▶ [REQUIRED WORK] Find the lines below in which the string "rendered" occurs. Copy each one.
-- Opening Marker --
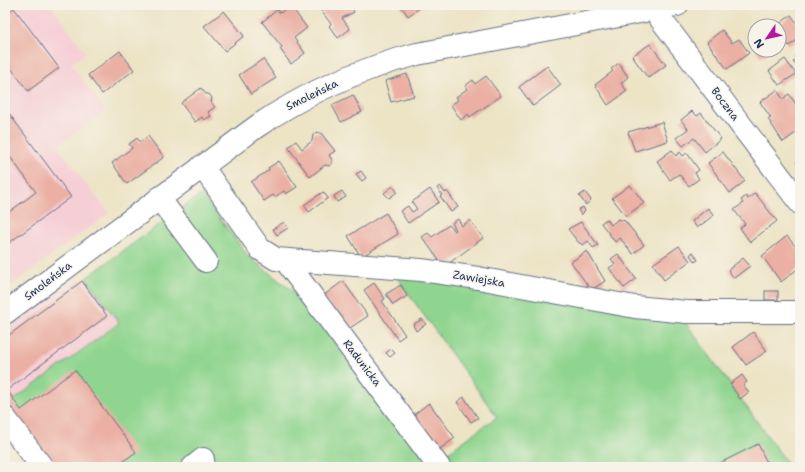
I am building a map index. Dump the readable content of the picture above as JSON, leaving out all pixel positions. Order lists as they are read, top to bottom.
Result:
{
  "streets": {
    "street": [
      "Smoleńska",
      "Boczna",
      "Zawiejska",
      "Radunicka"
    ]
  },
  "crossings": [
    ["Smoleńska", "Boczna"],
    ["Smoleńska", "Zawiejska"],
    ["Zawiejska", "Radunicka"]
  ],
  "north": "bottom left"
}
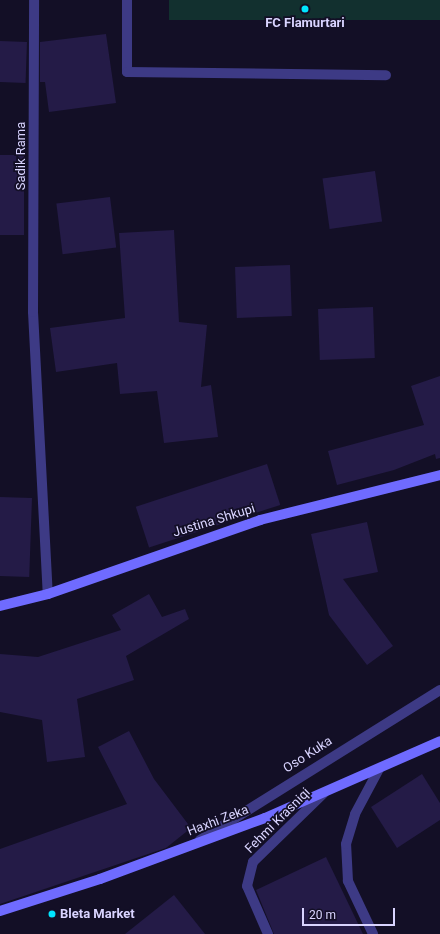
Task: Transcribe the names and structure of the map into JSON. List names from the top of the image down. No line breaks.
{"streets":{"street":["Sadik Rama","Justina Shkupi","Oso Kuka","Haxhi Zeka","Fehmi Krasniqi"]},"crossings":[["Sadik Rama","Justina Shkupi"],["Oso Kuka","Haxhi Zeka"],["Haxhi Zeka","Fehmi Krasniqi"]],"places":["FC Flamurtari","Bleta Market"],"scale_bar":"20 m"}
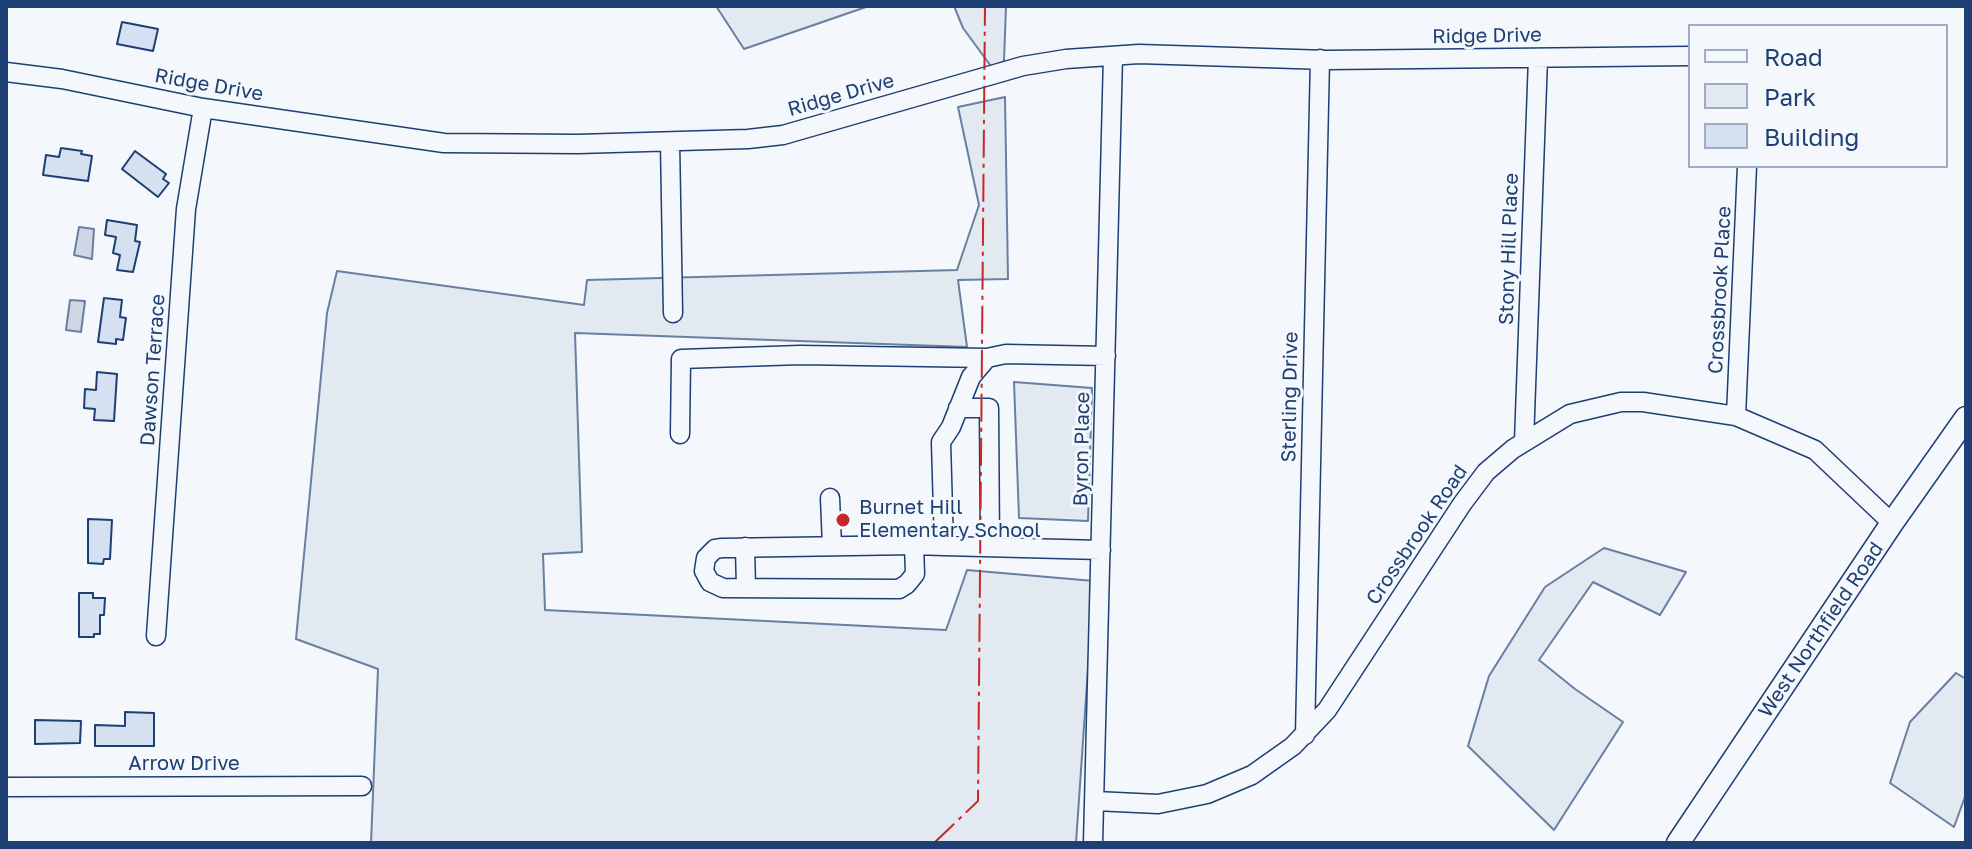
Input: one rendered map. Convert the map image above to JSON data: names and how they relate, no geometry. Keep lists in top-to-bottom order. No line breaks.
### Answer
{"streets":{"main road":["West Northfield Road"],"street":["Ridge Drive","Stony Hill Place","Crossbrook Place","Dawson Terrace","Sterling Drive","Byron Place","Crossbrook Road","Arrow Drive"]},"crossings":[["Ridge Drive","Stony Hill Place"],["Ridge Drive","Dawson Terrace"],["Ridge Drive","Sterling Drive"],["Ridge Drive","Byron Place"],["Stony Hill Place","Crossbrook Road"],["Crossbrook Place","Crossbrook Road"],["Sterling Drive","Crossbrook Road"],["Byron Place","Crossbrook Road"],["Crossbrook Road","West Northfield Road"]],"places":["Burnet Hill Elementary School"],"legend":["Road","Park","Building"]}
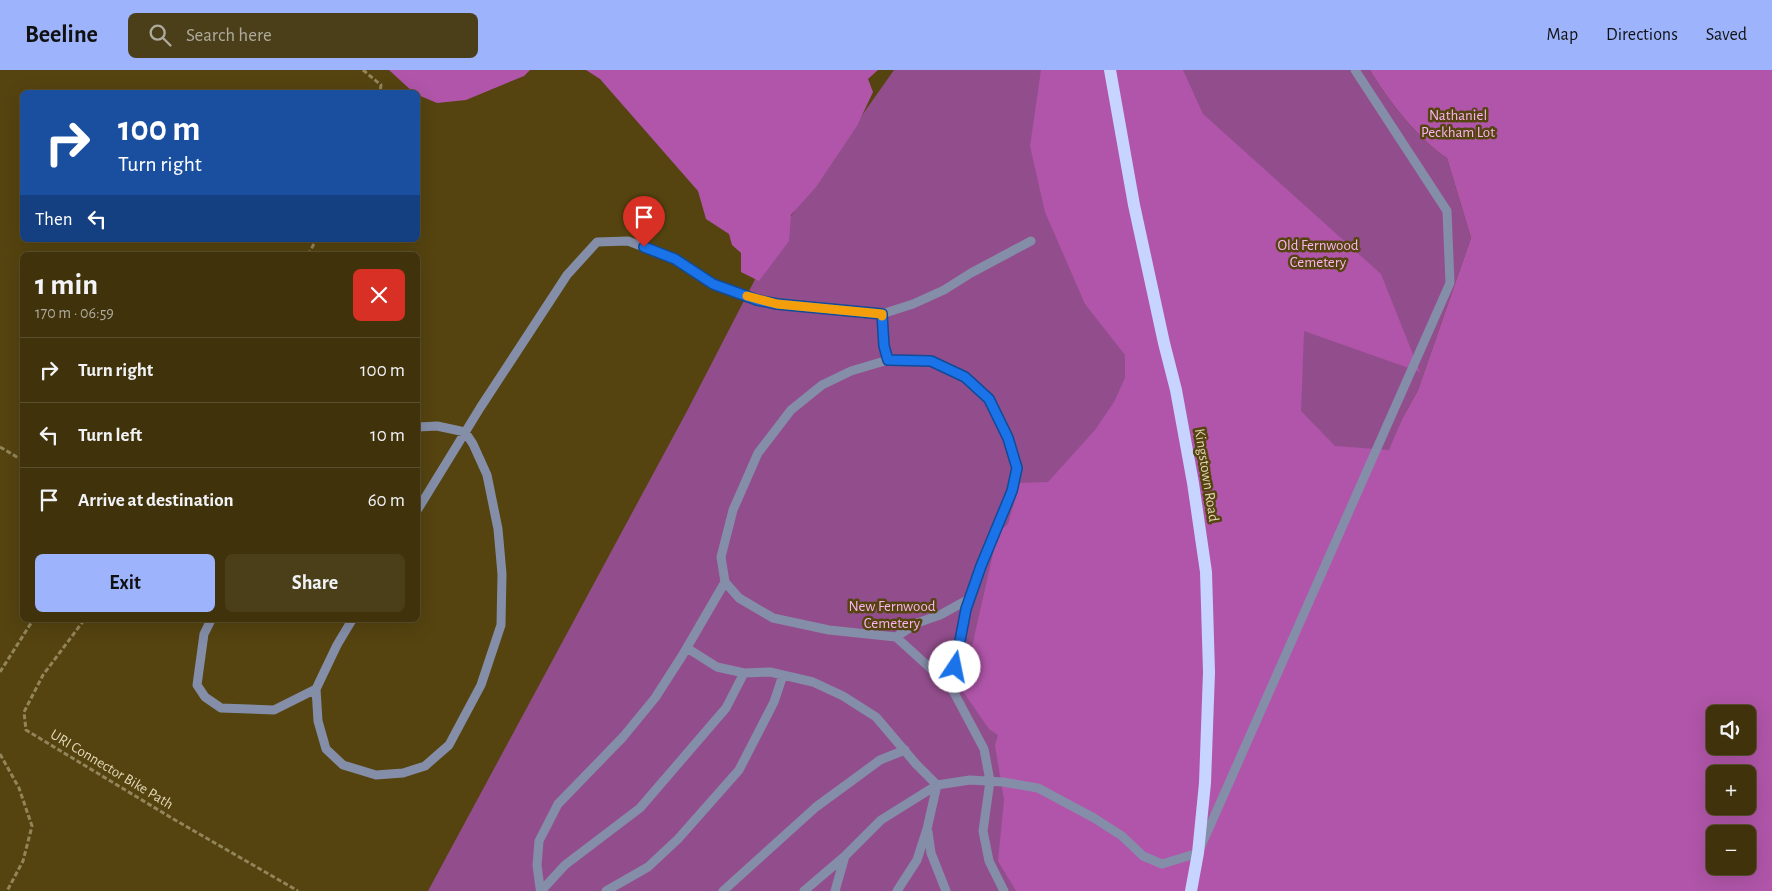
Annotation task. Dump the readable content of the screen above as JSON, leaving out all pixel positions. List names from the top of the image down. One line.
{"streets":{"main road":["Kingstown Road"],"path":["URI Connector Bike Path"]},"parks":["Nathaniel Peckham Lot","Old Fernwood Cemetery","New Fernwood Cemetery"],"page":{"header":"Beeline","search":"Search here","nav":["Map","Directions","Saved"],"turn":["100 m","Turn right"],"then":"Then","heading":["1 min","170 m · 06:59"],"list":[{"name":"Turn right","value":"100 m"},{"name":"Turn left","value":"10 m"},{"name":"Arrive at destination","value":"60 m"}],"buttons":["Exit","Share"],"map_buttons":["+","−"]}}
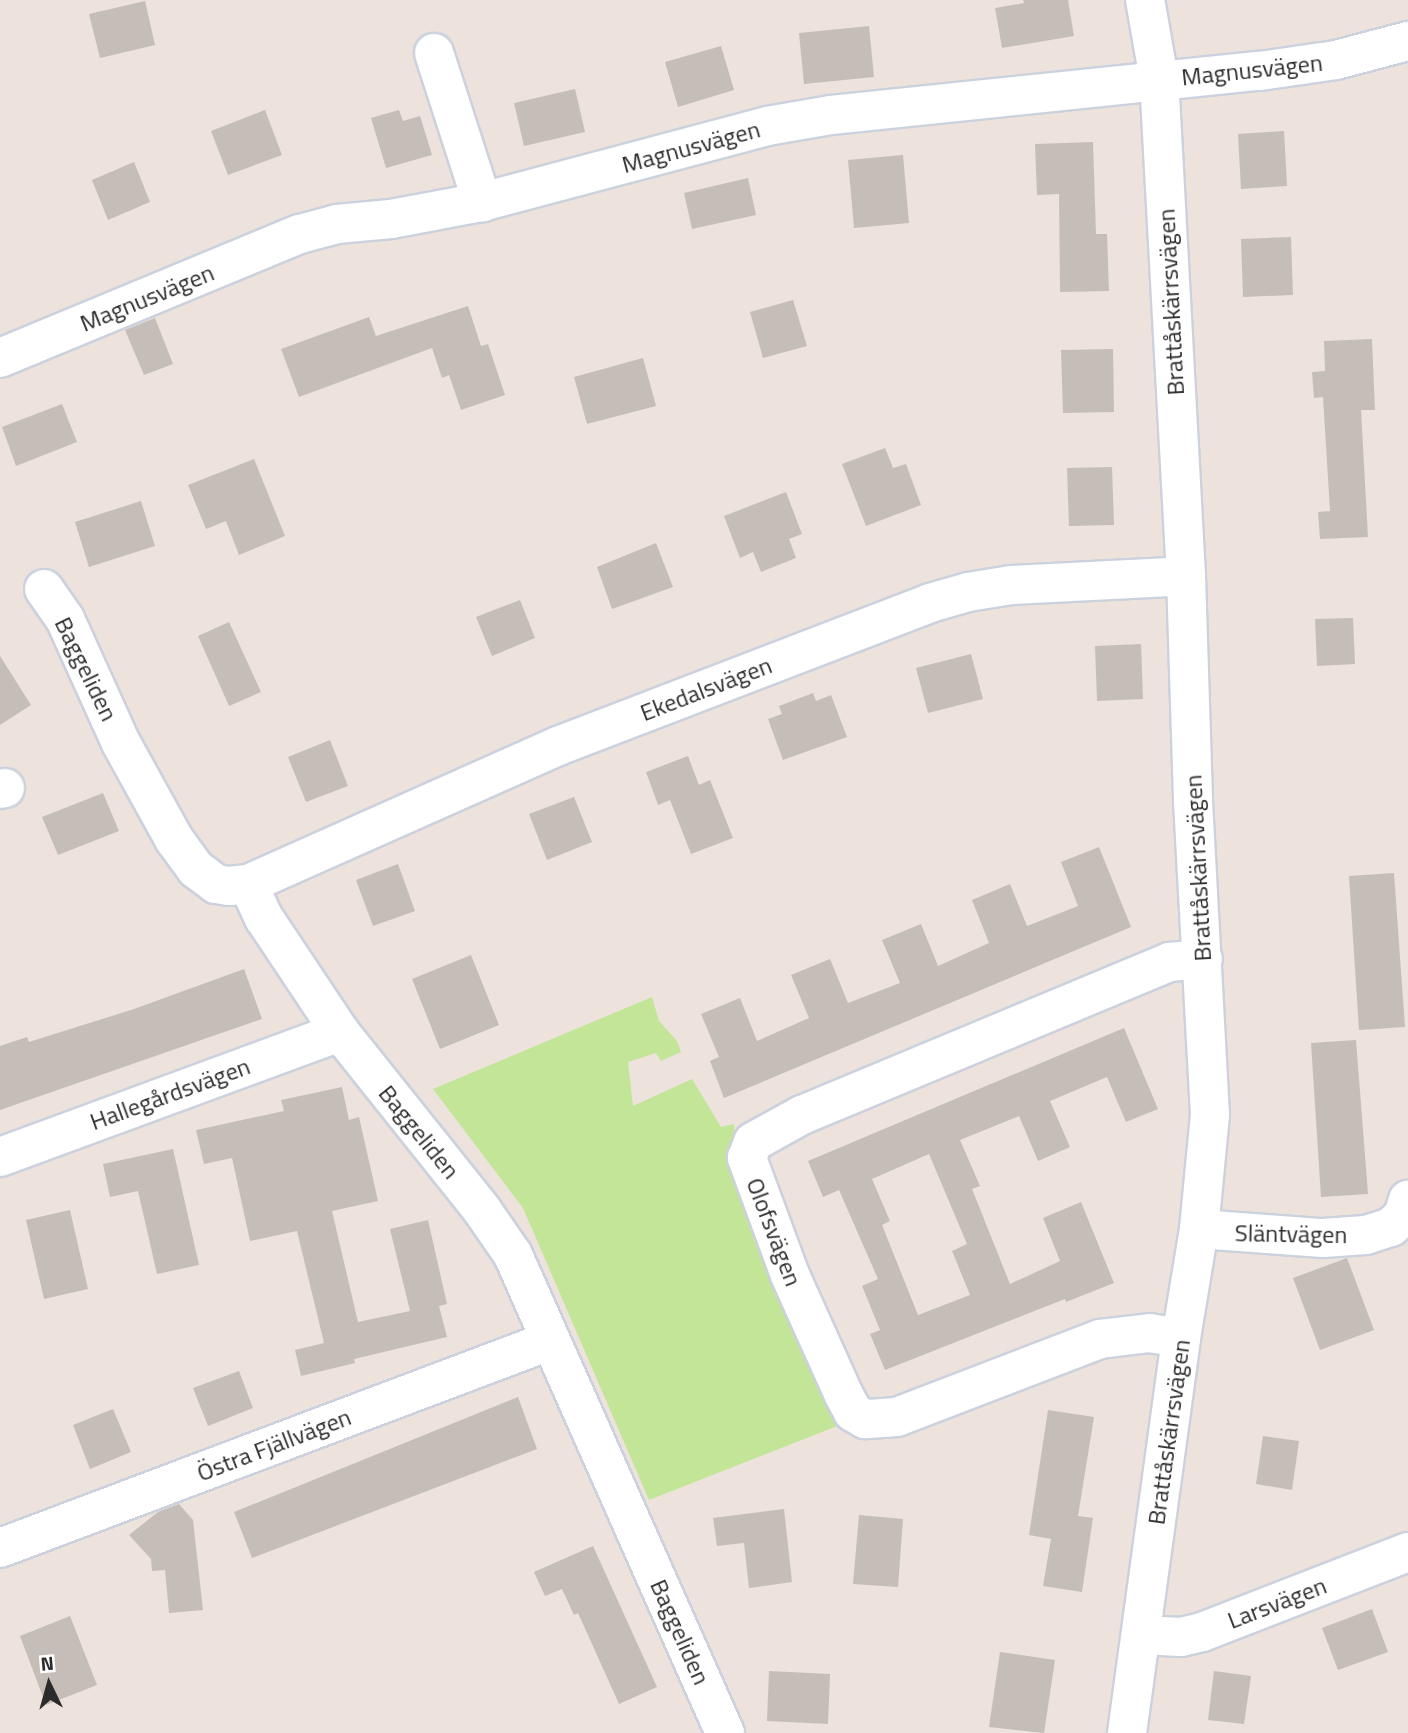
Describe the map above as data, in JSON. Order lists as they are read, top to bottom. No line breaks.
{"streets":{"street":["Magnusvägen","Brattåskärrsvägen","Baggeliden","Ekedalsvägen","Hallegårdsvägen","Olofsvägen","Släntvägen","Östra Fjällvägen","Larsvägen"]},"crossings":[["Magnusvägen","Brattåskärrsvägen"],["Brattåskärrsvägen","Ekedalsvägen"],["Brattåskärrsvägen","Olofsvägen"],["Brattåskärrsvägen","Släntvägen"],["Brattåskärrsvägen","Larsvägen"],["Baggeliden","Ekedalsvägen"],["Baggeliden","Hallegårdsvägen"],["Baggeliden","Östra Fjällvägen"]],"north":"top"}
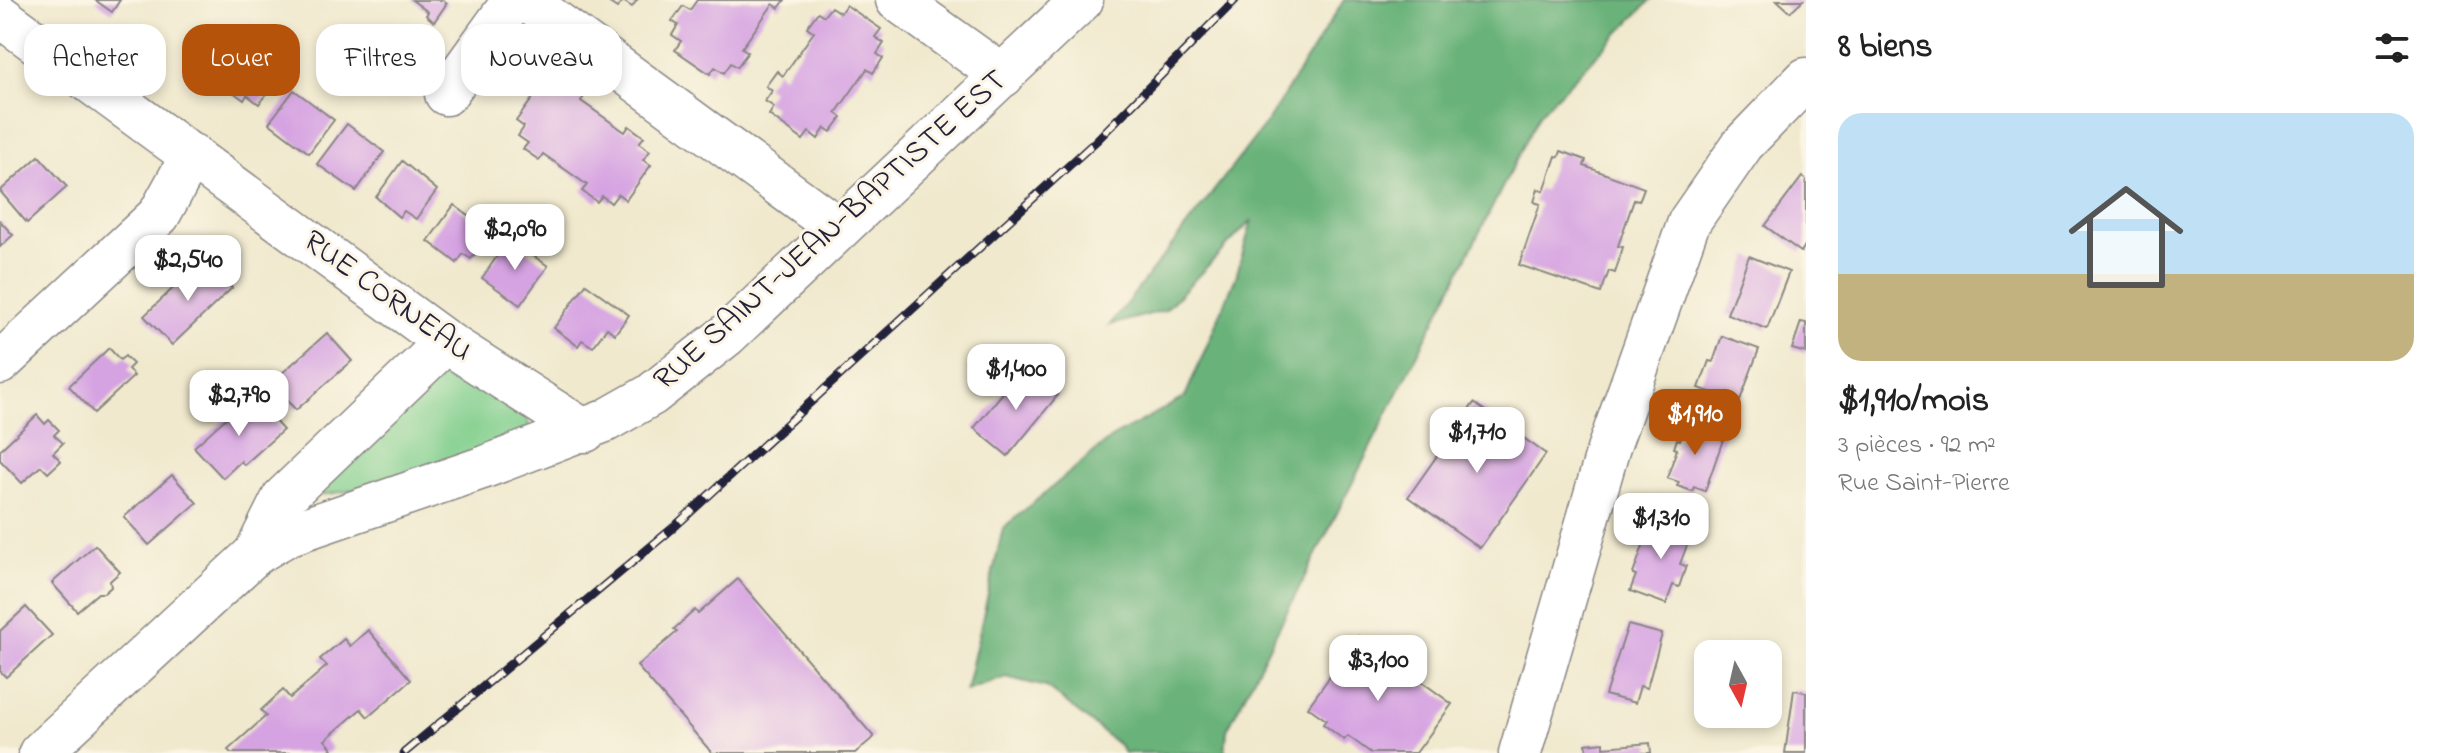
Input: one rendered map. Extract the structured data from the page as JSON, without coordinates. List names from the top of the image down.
-- Closing Marker --
▶ [OUTPUT OF THE TASK]
Input: one rendered map. Convert the map image above to JSON data: names and how they relate, no geometry. Keep lists in top-to-bottom order. No line breaks.
Input: one rendered map. Extract the structured data from the page as JSON, without coordinates. List names from the top of the image down.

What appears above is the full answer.